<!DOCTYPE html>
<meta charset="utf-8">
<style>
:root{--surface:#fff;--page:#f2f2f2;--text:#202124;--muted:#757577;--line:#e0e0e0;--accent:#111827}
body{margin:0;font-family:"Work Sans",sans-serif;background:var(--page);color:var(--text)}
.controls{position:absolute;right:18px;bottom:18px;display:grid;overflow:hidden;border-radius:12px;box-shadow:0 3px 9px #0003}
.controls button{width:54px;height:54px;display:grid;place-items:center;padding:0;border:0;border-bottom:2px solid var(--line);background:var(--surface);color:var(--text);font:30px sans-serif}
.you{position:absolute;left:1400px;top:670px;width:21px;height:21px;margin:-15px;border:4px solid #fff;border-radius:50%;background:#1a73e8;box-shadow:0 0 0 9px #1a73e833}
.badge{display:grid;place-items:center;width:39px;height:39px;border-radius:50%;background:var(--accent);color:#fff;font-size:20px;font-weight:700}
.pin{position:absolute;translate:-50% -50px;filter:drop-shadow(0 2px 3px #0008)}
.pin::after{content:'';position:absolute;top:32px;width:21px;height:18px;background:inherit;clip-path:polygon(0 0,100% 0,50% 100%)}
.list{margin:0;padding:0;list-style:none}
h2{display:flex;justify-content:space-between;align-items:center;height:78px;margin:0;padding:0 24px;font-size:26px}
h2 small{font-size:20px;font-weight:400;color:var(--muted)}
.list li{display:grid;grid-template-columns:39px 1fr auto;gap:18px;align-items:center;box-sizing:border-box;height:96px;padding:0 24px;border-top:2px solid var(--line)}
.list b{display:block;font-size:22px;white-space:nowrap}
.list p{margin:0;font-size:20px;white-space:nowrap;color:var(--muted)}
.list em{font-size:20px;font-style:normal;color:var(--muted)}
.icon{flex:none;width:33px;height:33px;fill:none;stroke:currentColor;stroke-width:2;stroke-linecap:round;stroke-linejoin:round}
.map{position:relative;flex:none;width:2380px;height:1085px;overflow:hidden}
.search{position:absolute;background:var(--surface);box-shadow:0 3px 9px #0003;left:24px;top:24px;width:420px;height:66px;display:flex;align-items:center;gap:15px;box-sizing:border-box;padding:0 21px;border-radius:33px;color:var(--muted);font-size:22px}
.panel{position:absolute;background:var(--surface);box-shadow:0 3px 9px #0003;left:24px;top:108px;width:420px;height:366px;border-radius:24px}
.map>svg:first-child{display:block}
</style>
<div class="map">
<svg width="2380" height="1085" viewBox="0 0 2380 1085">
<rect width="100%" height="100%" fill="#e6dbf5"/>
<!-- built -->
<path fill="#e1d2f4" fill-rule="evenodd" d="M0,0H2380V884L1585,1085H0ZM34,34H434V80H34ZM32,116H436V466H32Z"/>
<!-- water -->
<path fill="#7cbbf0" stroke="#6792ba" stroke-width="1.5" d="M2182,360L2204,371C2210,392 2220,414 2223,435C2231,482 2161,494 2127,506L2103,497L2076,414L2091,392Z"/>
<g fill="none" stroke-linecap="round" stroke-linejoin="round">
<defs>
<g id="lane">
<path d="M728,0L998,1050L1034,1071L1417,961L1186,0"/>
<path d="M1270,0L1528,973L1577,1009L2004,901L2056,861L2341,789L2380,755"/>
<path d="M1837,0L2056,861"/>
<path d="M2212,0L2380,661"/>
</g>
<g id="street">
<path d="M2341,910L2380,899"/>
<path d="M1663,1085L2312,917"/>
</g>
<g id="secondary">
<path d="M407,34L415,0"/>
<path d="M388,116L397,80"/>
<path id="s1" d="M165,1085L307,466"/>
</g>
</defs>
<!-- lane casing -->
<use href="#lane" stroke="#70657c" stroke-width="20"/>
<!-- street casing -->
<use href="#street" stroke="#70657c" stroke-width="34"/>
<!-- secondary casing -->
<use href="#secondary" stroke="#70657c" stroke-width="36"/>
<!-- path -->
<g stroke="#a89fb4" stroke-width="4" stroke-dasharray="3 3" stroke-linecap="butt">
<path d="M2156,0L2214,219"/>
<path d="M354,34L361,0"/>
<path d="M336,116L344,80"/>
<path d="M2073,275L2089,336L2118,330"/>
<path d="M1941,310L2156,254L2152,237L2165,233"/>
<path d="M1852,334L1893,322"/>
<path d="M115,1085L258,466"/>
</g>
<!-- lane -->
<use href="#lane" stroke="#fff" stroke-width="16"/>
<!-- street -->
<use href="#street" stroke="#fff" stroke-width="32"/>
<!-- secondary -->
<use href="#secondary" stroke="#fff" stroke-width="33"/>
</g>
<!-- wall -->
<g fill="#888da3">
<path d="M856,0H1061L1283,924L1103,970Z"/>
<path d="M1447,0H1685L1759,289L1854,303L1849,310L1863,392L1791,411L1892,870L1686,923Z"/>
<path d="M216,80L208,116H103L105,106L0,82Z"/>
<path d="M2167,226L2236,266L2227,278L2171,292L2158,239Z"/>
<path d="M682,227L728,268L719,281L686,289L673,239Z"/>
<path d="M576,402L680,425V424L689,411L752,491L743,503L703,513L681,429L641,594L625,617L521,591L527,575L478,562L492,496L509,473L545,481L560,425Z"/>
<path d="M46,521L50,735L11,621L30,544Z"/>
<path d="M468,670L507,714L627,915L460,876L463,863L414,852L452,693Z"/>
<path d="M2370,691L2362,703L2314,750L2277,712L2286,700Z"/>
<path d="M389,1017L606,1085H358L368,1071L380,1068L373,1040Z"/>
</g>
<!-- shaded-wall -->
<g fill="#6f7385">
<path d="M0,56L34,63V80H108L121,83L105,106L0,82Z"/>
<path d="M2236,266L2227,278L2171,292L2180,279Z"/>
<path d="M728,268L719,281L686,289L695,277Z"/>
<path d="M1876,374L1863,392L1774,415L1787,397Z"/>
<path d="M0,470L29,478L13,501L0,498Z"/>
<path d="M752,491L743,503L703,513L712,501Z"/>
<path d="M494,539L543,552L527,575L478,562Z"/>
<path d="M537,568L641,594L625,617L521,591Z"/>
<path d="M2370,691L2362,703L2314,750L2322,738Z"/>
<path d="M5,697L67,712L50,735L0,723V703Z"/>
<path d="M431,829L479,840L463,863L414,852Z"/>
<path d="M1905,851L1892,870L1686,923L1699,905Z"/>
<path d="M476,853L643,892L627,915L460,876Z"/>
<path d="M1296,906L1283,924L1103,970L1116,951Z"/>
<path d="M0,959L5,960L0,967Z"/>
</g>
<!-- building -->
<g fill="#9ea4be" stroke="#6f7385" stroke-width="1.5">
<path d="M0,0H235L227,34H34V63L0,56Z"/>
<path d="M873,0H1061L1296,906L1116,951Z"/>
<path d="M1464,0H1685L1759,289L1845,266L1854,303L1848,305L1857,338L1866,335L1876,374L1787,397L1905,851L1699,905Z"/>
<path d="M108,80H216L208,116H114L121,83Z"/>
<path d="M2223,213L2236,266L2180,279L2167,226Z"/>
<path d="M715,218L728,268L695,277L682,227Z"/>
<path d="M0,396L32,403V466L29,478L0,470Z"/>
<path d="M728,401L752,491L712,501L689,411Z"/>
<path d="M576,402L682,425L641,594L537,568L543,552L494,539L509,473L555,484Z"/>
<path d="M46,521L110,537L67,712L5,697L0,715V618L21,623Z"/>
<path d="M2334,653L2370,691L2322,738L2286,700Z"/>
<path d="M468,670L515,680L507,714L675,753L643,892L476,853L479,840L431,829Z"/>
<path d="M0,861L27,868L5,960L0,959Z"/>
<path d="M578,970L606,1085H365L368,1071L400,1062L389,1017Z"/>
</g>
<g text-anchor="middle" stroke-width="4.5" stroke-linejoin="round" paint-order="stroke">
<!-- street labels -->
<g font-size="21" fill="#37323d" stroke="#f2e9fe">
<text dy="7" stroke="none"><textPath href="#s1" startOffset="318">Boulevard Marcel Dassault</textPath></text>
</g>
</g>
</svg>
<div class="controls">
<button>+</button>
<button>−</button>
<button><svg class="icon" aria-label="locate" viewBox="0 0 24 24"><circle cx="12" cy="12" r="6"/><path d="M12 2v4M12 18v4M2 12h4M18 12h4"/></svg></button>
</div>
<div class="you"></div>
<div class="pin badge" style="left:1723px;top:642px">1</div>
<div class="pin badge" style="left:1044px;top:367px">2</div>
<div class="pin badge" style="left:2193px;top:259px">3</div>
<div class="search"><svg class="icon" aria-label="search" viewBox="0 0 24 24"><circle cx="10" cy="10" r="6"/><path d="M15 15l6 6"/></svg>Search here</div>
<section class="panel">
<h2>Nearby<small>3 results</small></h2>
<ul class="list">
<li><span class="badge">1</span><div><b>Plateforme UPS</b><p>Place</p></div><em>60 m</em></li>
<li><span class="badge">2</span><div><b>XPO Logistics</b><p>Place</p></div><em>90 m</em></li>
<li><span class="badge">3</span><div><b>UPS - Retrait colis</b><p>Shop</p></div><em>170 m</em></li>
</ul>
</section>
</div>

################

■ Action item ■
Using the listing above, say how many of its lines include "controls", offering nothing besides the number.

■ Response area ■
3